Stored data
☆ ☆ ☆

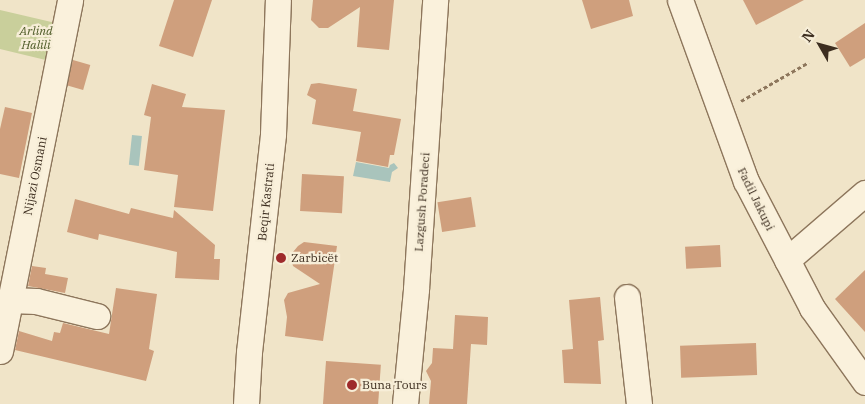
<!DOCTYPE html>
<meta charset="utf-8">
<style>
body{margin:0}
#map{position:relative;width:865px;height:404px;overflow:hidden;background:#f0e4c8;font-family:"IBM Plex Serif",serif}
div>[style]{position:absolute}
.green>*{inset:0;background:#c9cf9b}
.water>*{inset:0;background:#a9c4bc;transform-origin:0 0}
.building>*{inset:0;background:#cf9f7d;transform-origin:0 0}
.path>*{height:3px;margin-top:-1.5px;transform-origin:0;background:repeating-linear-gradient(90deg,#8d765c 0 4px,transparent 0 6.5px)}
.roads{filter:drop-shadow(1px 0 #8d765c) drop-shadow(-1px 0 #8d765c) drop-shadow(0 1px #8d765c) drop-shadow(0 -1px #8d765c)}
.minor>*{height:25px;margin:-12.5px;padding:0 12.5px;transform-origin:12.5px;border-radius:12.5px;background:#faf1dc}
.dots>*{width:14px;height:14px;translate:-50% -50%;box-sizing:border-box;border:2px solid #f7eed8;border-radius:50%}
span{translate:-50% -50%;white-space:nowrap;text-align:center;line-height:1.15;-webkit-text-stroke:4.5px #f7eed8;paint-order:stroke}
.park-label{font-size:12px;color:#4d5a26;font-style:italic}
.street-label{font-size:12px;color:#3d2e20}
.poi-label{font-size:12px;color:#3d2e20}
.left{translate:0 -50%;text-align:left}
.north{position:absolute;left:795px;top:20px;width:50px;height:50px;-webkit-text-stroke:4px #f7eed8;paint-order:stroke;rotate:308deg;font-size:14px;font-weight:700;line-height:20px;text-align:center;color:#3d2e20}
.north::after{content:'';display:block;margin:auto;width:18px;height:22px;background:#3d2e20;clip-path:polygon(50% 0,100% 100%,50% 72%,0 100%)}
</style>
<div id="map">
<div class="green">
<i style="clip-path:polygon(0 10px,60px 24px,54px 62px,0 49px)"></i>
</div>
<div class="water">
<i style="left:132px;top:135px;width:10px;height:30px;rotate:6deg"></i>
<i style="clip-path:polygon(356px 162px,389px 168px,390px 165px,394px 163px,398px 168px,392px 172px,390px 182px,353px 176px)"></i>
</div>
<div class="building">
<i style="clip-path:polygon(174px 0,212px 0,193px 57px,159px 46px)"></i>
<i style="clip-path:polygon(313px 0,394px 0,389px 50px,357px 47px,360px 7px,328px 28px,319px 28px,311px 20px)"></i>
<i style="clip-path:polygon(582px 0,629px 0,633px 16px,591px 29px)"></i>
<i style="clip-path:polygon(743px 0,804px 0,756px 25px)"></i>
<i style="clip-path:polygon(865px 23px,865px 58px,850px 67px,835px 43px)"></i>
<i style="left:73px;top:60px;width:18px;height:26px;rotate:16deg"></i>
<i style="clip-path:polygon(319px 83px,357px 89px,353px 111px,401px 119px,394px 155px,390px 155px,388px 167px,356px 161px,361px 132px,312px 124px,316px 100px,307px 95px,311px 84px)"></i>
<i style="clip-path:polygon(152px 84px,186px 94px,182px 107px,225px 110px,213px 211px,174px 207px,178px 175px,144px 170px,151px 117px,144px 115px)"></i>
<i style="clip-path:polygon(5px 107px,32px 113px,19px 178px,0 174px,0 129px)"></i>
<i style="left:302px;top:174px;width:42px;height:37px;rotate:3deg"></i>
<i style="left:471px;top:197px;width:30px;height:34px;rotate:81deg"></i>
<i style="clip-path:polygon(75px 199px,129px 214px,131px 208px,173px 218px,174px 210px,215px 245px,214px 259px,220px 259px,219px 280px,175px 278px,177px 252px,99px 234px,98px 240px,67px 232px)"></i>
<i style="clip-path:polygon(304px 242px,337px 246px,323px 341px,285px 336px,287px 317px,284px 300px,288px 293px,320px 284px,293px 266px,291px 259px,293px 252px,298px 246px)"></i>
<i style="left:720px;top:245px;width:22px;height:35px;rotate:87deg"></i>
<i style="clip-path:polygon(32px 266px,46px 268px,45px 274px,68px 278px,65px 293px,28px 286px)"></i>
<i style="clip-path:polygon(865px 270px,865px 332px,835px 299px)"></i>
<i style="clip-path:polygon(116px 288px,157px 294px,149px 349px,154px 351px,146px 381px,15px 350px,19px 331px,52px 341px,54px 332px,60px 333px,63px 323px,109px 334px)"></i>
<i style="clip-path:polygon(600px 297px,604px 340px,598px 341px,601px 384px,564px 383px,562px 350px,573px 349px,569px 300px)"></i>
<i style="clip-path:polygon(455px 315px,488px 317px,487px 345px,471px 344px,467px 404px,429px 404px,431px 381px,426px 371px,432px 363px,433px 348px,453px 349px)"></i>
<i style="left:756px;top:343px;width:32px;height:76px;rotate:88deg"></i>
<i style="left:326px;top:361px;width:55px;height:43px;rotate:4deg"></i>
</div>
<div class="path">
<i style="left:741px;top:101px;width:78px;rotate:-29.8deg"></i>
</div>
<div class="roads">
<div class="minor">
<i style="left:680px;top:0;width:193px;rotate:70deg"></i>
<i style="left:746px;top:181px;width:143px;rotate:62.5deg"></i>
<i style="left:812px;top:308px;width:91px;rotate:54.4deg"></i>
<i style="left:787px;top:260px;width:103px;rotate:-40.7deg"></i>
<i style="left:627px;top:297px;width:108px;rotate:83.6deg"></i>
<i style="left:10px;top:300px;width:26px;rotate:2deg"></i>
<i style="left:36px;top:301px;width:63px;rotate:13.8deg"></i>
<i style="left:0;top:351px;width:358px;rotate:-78.7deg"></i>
<i style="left:246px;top:404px;width:52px;rotate:-86.7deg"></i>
<i style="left:249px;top:352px;width:219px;rotate:-83.7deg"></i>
<i style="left:273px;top:134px;width:134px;rotate:-87.9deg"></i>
<i style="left:405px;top:404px;width:116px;rotate:-84.5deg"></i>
<i style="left:416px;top:289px;width:290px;rotate:-86.2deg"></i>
</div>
</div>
<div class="dots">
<i style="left:281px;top:258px;background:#9e2a2b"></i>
<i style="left:352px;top:385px;background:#9e2a2b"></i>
</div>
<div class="park-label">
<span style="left:36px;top:38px">Arlind<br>Halili</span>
</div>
<div class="street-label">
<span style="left:35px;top:176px;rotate:-79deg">Nijazi Osmani</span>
<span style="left:756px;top:199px;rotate:64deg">Fadil Jakupi</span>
<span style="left:266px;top:202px;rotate:-84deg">Beqir Kastrati</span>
<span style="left:422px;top:202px;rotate:-86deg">Lazgush Poradeci</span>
</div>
<div class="poi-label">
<span class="left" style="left:291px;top:258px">Zarbicët</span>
<span class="left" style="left:362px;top:385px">Buna Tours</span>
</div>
<div class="north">N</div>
</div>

☆ ☆ ☆

HOW TO COMPLETE THIS TASK
Extract every line above that contains the word "water".

EXERCISE RESPONSE
.water>*{inset:0;background:#a9c4bc;transform-origin:0 0}
<div class="water">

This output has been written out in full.